Realative dating age of rocks
Realative dating age of rocks - pakistani women dating site
The geology or deep time of Earth's past has been organized into various units according to events which took place.Different spans of time on the GTS are usually marked by corresponding changes in the composition of strata which indicate major geological or paleontological events, such as mass extinctions.
In Ancient Greece, Aristotle (384-322 BCE) observed that fossils of seashells in rocks resembled those found on beaches – he inferred that the fossils in rocks were formed by living animals, and he reasoned that the positions of land and sea had changed over long periods of time.Apart from the Late Heavy Bombardment, events on other planets probably had little direct influence on the Earth, and events on Earth had correspondingly little effect on those planets.Construction of a time scale that links the planets is, therefore, of only limited relevance to the Earth's time scale, except in a Solar System context.Geologic units from the same time but different parts of the world often look different and contain different fossils, so the same time-span was historically given different names in different locales.For example, in North America, the Lower Cambrian is called the Waucoban series that is then subdivided into zones based on succession of trilobites.Therefore, the second timeline shows an expanded view of the most recent eon.

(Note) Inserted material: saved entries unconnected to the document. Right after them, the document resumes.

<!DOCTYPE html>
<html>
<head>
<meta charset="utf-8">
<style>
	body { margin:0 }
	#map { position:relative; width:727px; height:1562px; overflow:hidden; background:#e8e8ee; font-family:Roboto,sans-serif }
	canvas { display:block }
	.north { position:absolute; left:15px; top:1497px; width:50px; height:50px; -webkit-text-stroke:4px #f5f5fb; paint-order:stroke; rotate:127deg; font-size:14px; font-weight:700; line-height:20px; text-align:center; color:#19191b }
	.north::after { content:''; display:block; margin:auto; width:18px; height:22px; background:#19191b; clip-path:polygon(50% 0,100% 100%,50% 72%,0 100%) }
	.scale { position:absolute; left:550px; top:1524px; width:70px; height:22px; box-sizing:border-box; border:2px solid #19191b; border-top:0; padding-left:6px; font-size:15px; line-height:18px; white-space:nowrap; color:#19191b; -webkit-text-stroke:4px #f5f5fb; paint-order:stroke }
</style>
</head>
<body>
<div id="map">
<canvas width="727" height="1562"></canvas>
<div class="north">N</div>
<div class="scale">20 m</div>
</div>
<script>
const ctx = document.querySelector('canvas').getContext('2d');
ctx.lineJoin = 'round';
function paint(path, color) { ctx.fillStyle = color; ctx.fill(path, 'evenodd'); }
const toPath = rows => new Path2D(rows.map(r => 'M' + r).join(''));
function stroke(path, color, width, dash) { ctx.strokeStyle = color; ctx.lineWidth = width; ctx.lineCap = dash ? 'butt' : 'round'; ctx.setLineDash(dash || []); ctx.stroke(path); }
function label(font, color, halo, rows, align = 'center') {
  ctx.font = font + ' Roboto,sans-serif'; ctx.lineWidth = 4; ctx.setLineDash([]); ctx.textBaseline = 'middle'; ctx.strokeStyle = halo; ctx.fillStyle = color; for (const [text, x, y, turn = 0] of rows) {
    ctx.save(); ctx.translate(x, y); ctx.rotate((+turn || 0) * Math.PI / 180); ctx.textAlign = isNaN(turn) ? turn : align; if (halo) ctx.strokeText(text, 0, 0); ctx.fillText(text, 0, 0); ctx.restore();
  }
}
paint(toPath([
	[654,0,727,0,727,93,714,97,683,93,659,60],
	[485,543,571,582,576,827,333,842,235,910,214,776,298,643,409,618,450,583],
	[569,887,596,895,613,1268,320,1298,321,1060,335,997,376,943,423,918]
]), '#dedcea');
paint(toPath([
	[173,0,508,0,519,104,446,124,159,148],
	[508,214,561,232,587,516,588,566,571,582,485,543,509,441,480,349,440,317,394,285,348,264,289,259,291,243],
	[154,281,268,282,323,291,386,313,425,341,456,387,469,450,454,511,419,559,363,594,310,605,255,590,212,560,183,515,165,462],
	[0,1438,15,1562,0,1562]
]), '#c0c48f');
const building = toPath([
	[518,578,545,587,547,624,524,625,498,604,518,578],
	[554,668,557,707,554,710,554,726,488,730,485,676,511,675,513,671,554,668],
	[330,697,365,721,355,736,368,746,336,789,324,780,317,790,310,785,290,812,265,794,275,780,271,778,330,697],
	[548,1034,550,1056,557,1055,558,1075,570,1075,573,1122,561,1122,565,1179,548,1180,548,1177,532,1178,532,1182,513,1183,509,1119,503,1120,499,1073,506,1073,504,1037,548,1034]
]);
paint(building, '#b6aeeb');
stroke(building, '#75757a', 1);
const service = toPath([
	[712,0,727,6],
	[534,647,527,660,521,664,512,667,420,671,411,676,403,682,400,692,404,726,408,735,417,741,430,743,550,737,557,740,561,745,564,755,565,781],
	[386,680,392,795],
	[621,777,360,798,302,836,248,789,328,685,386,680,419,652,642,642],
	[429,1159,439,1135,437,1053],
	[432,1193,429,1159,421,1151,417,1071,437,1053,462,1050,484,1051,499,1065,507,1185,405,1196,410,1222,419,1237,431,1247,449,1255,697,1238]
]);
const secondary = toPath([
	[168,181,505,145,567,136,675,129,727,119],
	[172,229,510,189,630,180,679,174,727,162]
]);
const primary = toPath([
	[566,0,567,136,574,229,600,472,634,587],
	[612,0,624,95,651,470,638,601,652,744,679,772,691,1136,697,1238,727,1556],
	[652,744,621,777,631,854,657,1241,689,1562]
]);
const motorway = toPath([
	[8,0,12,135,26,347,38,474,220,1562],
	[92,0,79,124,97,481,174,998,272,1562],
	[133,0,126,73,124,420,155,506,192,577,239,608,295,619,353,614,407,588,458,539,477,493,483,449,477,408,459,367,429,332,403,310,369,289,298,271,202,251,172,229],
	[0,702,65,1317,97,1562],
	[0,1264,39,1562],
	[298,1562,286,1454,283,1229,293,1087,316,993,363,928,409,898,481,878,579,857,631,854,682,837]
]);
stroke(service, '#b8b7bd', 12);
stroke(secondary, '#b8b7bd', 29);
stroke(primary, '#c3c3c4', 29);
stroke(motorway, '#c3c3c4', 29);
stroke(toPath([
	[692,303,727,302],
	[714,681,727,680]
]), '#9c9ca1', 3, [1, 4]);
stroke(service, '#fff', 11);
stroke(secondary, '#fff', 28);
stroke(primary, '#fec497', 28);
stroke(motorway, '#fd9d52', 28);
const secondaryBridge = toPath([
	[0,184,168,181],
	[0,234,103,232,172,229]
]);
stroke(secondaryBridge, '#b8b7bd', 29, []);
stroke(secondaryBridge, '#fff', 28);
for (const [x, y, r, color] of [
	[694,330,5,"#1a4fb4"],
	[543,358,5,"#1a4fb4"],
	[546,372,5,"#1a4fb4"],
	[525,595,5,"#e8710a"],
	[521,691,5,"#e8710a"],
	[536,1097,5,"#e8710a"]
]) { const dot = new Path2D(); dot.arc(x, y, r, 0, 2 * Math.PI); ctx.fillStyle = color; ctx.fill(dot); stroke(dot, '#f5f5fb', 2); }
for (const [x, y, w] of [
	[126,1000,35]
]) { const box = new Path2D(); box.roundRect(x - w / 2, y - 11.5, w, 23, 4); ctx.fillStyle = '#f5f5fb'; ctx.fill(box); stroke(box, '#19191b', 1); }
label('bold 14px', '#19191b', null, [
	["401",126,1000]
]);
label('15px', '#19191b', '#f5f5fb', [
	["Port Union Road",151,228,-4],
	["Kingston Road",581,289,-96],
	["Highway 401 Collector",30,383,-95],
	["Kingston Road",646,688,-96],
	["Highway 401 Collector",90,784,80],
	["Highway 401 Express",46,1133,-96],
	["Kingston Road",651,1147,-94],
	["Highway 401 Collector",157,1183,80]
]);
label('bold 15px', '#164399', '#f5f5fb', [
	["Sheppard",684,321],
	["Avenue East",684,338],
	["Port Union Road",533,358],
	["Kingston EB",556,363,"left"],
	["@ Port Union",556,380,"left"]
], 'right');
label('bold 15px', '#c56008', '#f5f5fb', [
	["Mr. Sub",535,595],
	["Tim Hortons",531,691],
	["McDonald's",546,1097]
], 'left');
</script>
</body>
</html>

In a similar way, the most recent era is expanded in the third timeline, and the most recent period is expanded in the fourth timeline.In East Asia and Siberia, the same unit is split into Alexian, Atdabanian, and Botomian stages.A key aspect of the work of the International Commission on Stratigraphy is to reconcile this conflicting terminology and define universal horizons that can be used around the world.Leonardo da Vinci (1452–1519) concurred with Aristotle's interpretation that fossils represented the remains of ancient life.The 11th-century Persian geologist Avicenna (Ibn Sina, died 1037) and the 13th-century Dominican bishop Albertus Magnus (died 1280) extended Aristotle's explanation into a theory of a petrifying fluid.For example, the boundary between the Cretaceous period and the Paleogene period is defined by the Cretaceous–Paleogene extinction event, which marked the demise of the non-avian dinosaurs and many other groups of life.